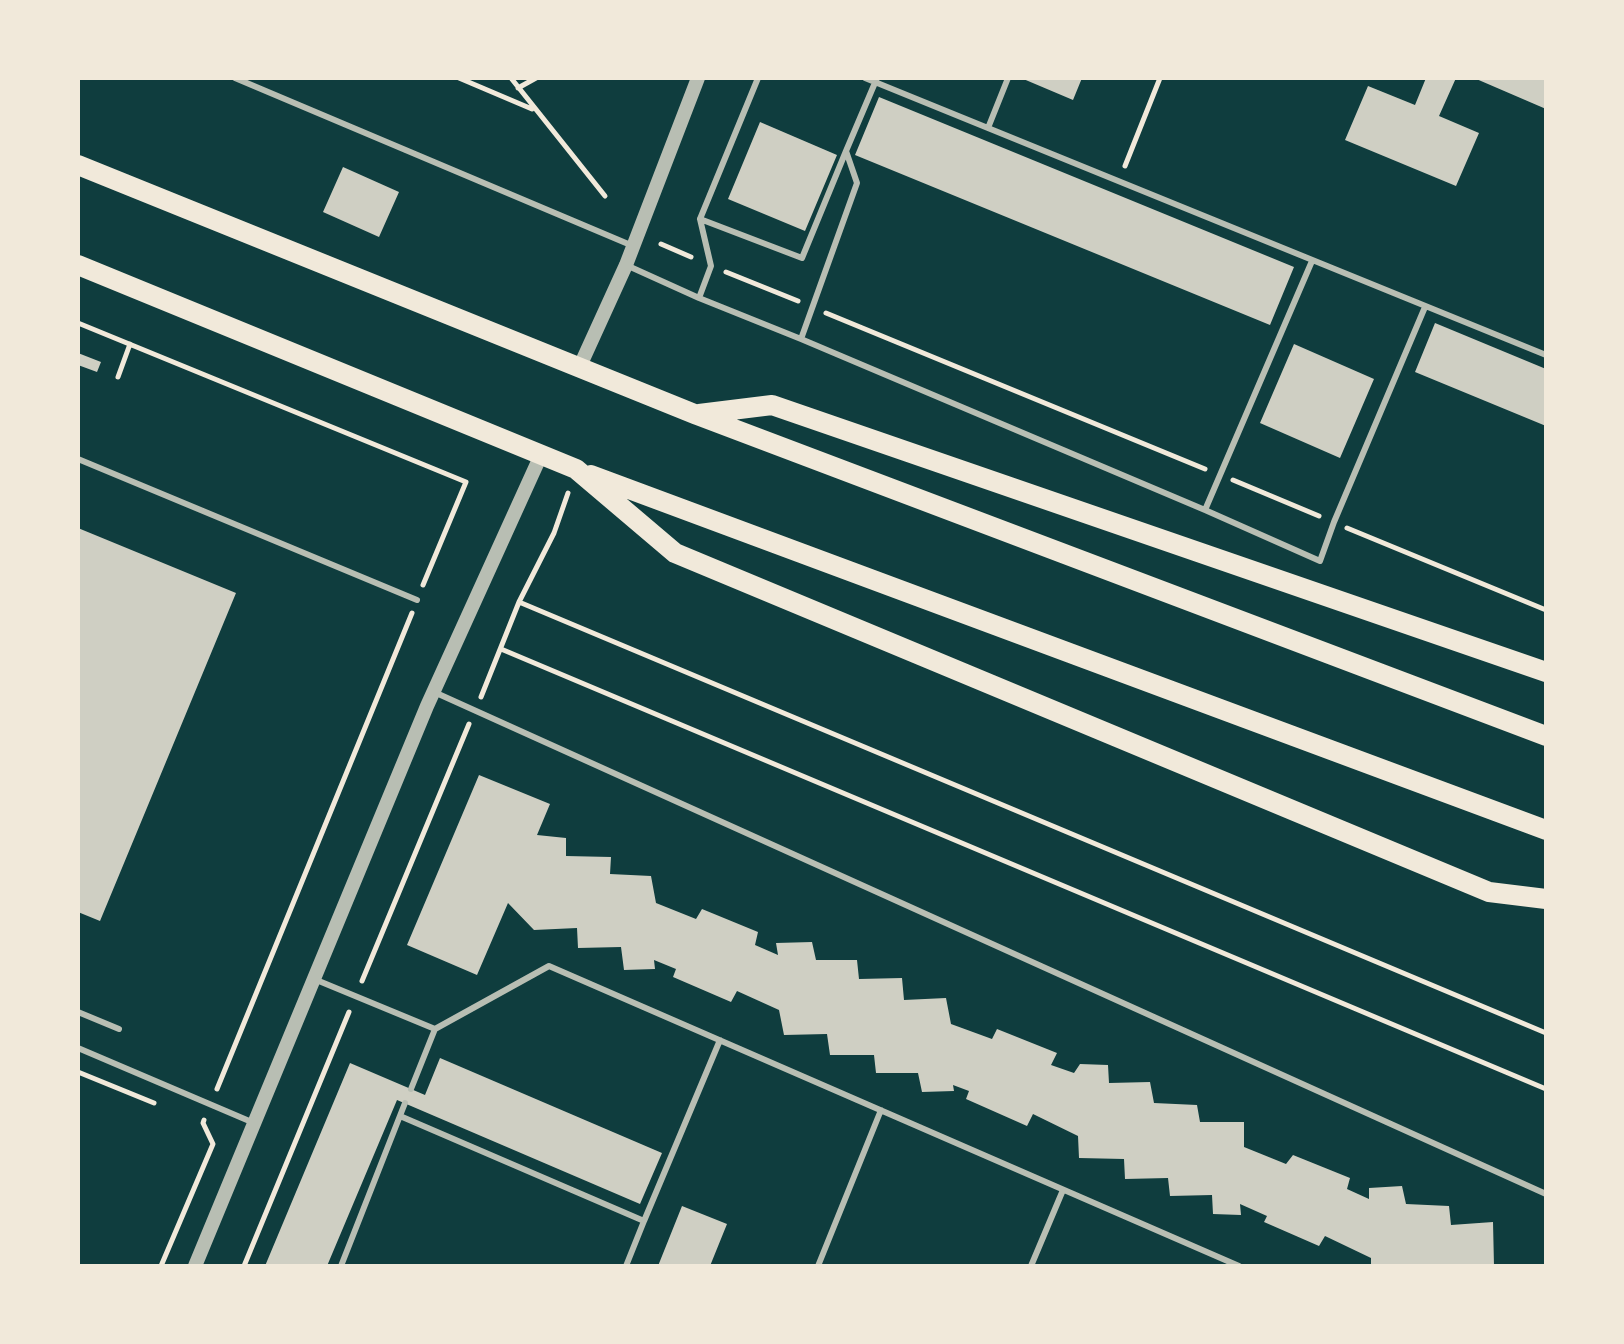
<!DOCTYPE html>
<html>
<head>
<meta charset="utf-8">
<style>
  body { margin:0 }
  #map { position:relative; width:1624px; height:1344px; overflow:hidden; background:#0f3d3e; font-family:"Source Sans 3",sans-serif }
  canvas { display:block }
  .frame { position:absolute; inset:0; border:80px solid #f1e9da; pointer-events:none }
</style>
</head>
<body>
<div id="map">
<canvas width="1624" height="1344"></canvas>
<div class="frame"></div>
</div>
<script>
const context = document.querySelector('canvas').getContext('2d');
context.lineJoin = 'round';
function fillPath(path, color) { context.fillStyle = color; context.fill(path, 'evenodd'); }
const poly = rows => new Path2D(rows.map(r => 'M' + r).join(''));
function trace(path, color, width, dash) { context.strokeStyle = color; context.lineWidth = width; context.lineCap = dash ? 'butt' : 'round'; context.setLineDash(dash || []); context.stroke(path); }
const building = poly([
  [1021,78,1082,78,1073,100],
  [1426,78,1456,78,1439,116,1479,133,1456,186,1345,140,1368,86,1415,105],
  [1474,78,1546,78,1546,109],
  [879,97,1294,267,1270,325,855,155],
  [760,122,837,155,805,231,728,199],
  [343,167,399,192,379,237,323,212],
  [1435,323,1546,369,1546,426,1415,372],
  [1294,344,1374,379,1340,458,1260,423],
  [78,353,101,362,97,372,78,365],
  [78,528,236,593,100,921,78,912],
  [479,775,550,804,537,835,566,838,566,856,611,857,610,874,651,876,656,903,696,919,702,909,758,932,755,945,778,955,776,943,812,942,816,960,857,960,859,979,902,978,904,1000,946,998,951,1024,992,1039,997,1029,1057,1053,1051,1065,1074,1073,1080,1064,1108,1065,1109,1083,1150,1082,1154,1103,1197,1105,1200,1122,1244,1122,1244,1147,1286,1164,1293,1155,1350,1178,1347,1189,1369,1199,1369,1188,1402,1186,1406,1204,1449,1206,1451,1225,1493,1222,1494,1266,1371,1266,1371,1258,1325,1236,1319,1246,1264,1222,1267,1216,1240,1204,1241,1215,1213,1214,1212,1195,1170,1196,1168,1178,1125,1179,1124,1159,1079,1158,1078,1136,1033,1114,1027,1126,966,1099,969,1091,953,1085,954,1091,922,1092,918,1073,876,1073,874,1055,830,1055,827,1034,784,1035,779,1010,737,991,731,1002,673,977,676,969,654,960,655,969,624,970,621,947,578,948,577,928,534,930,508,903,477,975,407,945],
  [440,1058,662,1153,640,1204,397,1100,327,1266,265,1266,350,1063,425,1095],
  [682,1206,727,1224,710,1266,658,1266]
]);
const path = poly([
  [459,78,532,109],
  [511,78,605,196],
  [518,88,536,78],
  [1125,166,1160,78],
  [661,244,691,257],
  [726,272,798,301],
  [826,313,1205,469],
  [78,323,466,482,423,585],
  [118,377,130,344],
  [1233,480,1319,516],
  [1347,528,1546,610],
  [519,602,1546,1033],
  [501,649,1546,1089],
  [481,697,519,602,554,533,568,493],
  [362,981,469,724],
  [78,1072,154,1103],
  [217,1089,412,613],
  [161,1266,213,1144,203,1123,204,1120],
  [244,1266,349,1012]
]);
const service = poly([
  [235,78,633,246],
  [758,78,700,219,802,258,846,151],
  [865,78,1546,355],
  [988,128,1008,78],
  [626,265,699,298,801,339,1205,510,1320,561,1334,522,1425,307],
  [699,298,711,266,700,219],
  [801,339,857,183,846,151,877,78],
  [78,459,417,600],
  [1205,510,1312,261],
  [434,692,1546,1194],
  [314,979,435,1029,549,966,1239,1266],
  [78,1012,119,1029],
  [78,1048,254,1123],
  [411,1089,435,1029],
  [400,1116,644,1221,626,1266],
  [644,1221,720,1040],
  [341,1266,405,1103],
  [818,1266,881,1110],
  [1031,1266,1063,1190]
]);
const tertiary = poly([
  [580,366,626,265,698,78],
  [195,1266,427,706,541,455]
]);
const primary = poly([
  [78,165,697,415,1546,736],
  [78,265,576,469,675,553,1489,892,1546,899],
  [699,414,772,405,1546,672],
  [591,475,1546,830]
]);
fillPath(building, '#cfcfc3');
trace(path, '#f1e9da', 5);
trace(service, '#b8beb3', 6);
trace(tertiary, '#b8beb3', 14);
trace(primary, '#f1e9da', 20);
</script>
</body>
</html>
# # #
* **Task item**
Give again, word for word, the lines above from the first one through the one containing "const poly = rows"; no pictures.

* **Answer for the task**
<!DOCTYPE html>
<html>
<head>
<meta charset="utf-8">
<style>
  body { margin:0 }
  #map { position:relative; width:1624px; height:1344px; overflow:hidden; background:#0f3d3e; font-family:"Source Sans 3",sans-serif }
  canvas { display:block }
  .frame { position:absolute; inset:0; border:80px solid #f1e9da; pointer-events:none }
</style>
</head>
<body>
<div id="map">
<canvas width="1624" height="1344"></canvas>
<div class="frame"></div>
</div>
<script>
const context = document.querySelector('canvas').getContext('2d');
context.lineJoin = 'round';
function fillPath(path, color) { context.fillStyle = color; context.fill(path, 'evenodd'); }
const poly = rows => new Path2D(rows.map(r => 'M' + r).join(''));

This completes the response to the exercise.